■ Problem ■
Say the number of lines in the records below that hold the word "list", and only that number.

━━━

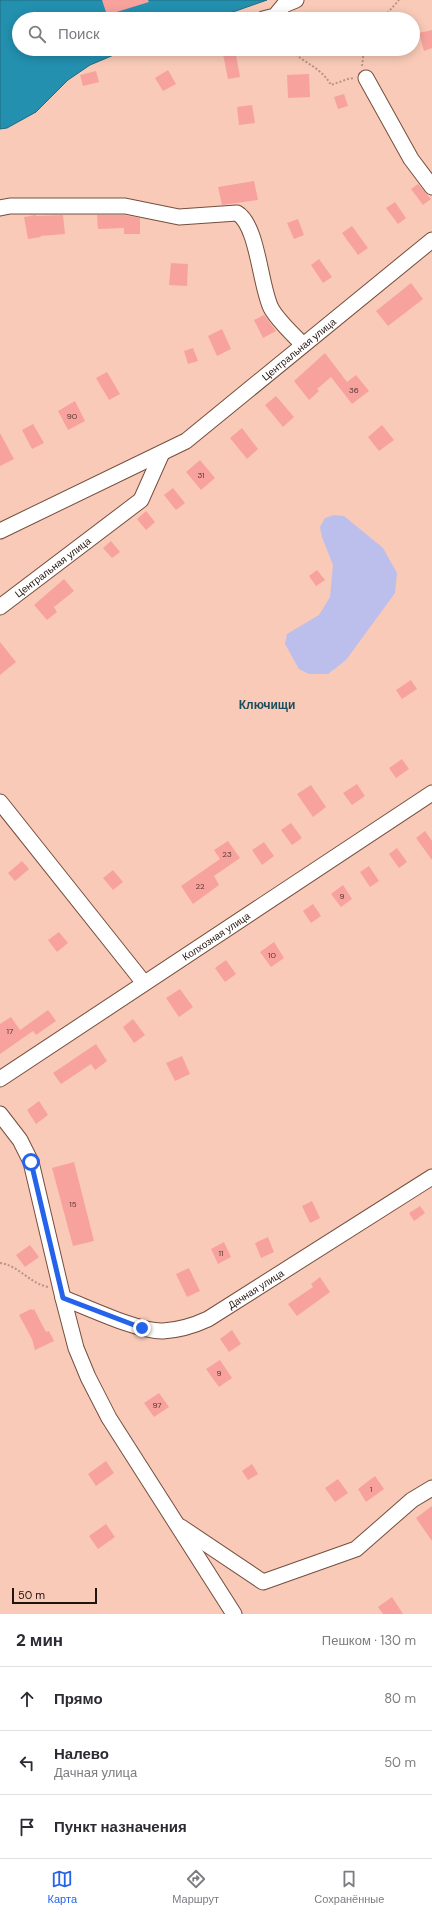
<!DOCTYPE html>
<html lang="ru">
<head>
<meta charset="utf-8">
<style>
	:root { --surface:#fff; --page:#f2f2f3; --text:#2b2b33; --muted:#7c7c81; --line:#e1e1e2; --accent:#2563eb }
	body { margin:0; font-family:"DM Sans",sans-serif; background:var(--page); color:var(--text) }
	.scale { position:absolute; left:12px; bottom:10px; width:85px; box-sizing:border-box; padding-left:4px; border:2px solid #23130d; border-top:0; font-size:11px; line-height:14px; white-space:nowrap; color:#23130d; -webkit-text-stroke:3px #f9cab7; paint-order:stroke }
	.stop { position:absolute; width:12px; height:12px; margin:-9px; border:3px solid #2563eb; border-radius:50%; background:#fff }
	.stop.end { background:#2563eb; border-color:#fff; box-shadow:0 1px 4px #0008 }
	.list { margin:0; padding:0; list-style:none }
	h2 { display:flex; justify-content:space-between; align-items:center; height:52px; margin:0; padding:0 16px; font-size:17px }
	h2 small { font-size:13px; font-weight:400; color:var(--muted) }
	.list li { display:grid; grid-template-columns:26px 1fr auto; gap:12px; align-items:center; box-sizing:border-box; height:64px; padding:0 16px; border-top:1px solid var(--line) }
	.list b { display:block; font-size:15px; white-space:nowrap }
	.list p { margin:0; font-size:13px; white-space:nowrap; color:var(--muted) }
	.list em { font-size:13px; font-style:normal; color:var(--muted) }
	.icon { flex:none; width:22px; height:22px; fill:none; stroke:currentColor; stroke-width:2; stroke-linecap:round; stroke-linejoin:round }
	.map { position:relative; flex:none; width:432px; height:1614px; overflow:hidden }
	.search { position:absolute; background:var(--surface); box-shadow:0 2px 10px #0003; left:12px; right:12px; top:12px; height:44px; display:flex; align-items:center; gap:10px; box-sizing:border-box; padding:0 14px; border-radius:22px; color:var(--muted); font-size:15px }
	.sheet { height:244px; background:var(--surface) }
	nav { display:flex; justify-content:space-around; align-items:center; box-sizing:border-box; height:56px; border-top:1px solid var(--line); background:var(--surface); font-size:11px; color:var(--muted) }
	nav a { display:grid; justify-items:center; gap:2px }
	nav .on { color:var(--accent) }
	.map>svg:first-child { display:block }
	.green { fill:#bcbfec }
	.water { fill:#2390af; stroke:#236a7e }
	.building { fill:#f8a29e }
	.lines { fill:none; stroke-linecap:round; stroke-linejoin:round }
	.minor-casing { stroke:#754e3e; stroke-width:17 }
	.path { stroke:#b99384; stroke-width:2; stroke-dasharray:2 2; stroke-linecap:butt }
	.minor { stroke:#fff; stroke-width:15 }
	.route { stroke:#2563eb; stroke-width:5 }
	.labels { text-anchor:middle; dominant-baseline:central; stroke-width:4; stroke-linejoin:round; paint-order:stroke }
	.number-label { font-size:8px; fill:#583731 }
	.street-label { font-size:10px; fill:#23130d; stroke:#f9cab7 }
	.quarter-label { font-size:12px; font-weight:bold; fill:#1a4e5e; stroke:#f9cab7 }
</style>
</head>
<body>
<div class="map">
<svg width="432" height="1614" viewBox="0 0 432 1614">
	<rect width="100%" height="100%" fill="#f9cab7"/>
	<path class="green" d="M334 515 344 516 383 548 397 573 395 593 346 660 328 674H309L299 669 285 644 287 634 319 615 330 597 333 565 322 537 320 527 325 518Z"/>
	<path class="water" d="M0 0H267L213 19H19V49H128L90 65 68 80 36 112 7 128 0 129Z"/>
	<path class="building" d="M102 0H148L149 2 107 15Z
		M432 30V48L424 51 419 33Z
		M222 49H235L240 77 228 79Z
		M168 70 176 84 163 91 155 78Z
		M96 71 99 82 83 86 80 75Z
		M309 74 310 97 288 98 287 75Z
		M344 94 348 106 338 109 334 97Z
		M252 105 255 123 239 125 237 107Z
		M254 181 258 200 222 205 218 187Z
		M418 184 431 199 423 205 411 189Z
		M395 202 406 218 398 224 386 208Z
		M35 215 37 216 63 215 65 234 40 236 41 237 28 239 24 217Z
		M97 215H124L140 218V234H124V228L98 229Z
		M298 219 304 235 294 239 287 223Z
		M352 226 368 248 358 255 342 233Z
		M319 259 332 277 323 283 311 265Z
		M171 263 188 264 187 286 169 285Z
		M411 283 423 299 388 326 376 311Z
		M264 315 276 331 263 338 254 320Z
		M222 329 231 349 217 356 208 336Z
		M193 348 198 361 188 364 184 351Z
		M325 353 347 382 356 375 369 391 352 404 331 377 317 389 319 391 309 400 294 381Z
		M107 372 120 394 109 400 96 378Z
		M276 396 294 417 283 427 265 405Z
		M75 401 85 421 68 430 58 411Z
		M33 424 44 443 32 449 22 430Z
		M382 425 394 440 379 451 368 437Z
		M242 428 258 449 247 459 230 438Z
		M0 433 14 459 0 466Z
		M200 460 215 478 201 490 186 472Z
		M173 488 185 503 176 510 164 495Z
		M146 511 155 522 146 530 137 519Z
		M111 541 120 552 112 558 103 548Z
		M317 570 325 580 316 586 309 576Z
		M64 579 74 591 54 607 57 612 47 620 34 605Z
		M0 642 16 662 0 675Z
		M411 680 417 689 402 699 396 690Z
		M402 759 409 769 396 778 389 768Z
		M357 784 365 796 352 805 343 793Z
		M311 785 326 807 313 817 297 794Z
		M291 823 302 838 292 845 281 830Z
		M425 831 432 841V860L416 838Z
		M228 841 240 858 214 876 219 885 193 904 181 886 220 859 214 850Z
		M264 842 274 856 262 865 252 850Z
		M397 848 407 862 399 868 389 854Z
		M22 861 29 869 15 881 8 873Z
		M369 866 379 881 370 887 360 872Z
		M113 870 123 882 113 890 103 878Z
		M343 885 352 899 341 907 331 894Z
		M313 904 321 916 311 923 303 911Z
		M59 932 68 943 57 952 48 940Z
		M274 942 284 958 271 967 260 952Z
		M226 960 236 974 225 982 215 968Z
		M180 989 193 1007 179 1017 166 998Z
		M48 1010 56 1021 36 1035 33 1031 0 1054V1024L11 1017 20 1030Z
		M133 1019 145 1035 134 1043 123 1027Z
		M96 1044 107 1061 95 1070 91 1064 61 1084 53 1073Z
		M182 1056 190 1074 175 1081 166 1063Z
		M39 1101 48 1115 36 1124 27 1110Z
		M74 1162 94 1241 73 1246 52 1168Z
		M312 1201 320 1218 310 1223 302 1206Z
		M420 1206 425 1213 414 1221 409 1213Z
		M268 1237 274 1252 261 1258 255 1243Z
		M224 1242 231 1257 218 1264 211 1249Z
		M30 1245 39 1257 25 1267 16 1255Z
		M189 1268 200 1291 187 1297 176 1274Z
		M320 1277 330 1292 297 1316 288 1304 313 1287 311 1284Z
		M31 1309 32 1310 34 1309 46 1332 49 1331 54 1341 35 1350 32 1339 19 1315Z
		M232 1330 241 1344 229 1352 220 1339Z
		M220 1360 232 1378 219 1387 206 1369Z
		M159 1393 169 1407 154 1417 144 1403Z
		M106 1461 114 1473 96 1486 88 1474Z
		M252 1464 258 1474 248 1480 242 1471Z
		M375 1476 384 1489 366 1502 358 1489Z
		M338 1479 348 1493 335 1502 325 1488Z
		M432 1506V1541L416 1518Z
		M106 1524 115 1537 98 1549 89 1536Z
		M392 1597 403 1614H383L378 1607Z"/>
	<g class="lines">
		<g class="minor-casing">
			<g id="minor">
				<path d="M263 19 275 16 284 5 296 0"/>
				<path d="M366 78 411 159 432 187"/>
				<path d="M0 208 10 206H125L179 217 237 213C258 225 260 286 271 308 278 321 293 334 303 345"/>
				<path id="s1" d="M0 531 186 441 432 240"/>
				<path id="s2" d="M0 607 141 500 162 453"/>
				<path d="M0 802 144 983"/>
				<path id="s3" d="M0 1079 432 793"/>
				<path d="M0 1114 20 1140 31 1162 63 1298 76 1348 88 1377 109 1418 234 1614"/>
				<path id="s4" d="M63 1298C87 1307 139 1332 163 1331 179 1330 193 1326 208 1319L432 1177"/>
				<path d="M181 1527 263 1582 356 1549 412 1500 432 1488"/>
			</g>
		</g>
		<path class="path" d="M382 19 399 0
			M290 49C304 64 320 66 331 85L348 79 354 78
			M362 66 364 49
			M0 1263C18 1265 29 1283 48 1287"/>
		<use href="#minor" class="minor"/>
	</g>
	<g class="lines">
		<path class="route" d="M31 1162 63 1298 142 1328"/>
	</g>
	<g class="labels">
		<g class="number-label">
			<text x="354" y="390">36</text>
			<text x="72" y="416">90</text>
			<text x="201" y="475">31</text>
			<text x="227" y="854">23</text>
			<text x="200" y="886">22</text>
			<text x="342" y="896">9</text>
			<text x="272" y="955">10</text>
			<text x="10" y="1031">17</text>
			<text x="73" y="1204">15</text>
			<text x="221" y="1253">11</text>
			<text x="219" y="1373">9</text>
			<text x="157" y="1405">97</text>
			<text x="371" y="1489">1</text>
		</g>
		<g class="street-label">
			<text stroke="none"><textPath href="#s1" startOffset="352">Центральная улица</textPath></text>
			<text stroke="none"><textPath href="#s2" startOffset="66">Центральная улица</textPath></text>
			<text stroke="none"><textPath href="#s3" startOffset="259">Колхозная улица</textPath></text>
			<text stroke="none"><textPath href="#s4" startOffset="209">Дачная улица</textPath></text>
		</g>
		<g class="quarter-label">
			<text x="267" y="705">Ключищи</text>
		</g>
	</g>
</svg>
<div class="scale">50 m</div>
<div class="stop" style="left:31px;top:1162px"></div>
<div class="stop end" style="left:142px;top:1328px"></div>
<div class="search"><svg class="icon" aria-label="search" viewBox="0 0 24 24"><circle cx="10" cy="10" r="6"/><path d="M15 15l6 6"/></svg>Поиск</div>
</div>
<section class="sheet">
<h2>2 мин<small>Пешком · 130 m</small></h2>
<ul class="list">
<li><svg class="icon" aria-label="ahead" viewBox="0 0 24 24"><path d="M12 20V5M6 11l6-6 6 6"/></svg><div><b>Прямо</b></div><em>80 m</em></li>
<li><svg class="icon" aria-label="left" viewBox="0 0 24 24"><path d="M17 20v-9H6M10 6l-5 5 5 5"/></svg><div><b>Налево</b><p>Дачная улица</p></div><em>50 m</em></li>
<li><svg class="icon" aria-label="arrive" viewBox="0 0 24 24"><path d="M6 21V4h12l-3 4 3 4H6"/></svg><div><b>Пункт назначения</b></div></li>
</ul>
</section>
<nav>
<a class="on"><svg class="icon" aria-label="map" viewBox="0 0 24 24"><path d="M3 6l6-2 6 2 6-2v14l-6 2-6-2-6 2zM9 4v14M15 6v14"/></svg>Карта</a>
<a><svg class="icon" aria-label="directions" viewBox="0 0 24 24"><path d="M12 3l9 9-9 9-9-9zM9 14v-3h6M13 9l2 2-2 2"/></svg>Маршрут</a>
<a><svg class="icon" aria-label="saved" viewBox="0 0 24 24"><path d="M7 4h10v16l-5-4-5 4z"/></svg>Сохранённые</a>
</nav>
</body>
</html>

━━━

■ Solution for this exercise ■
6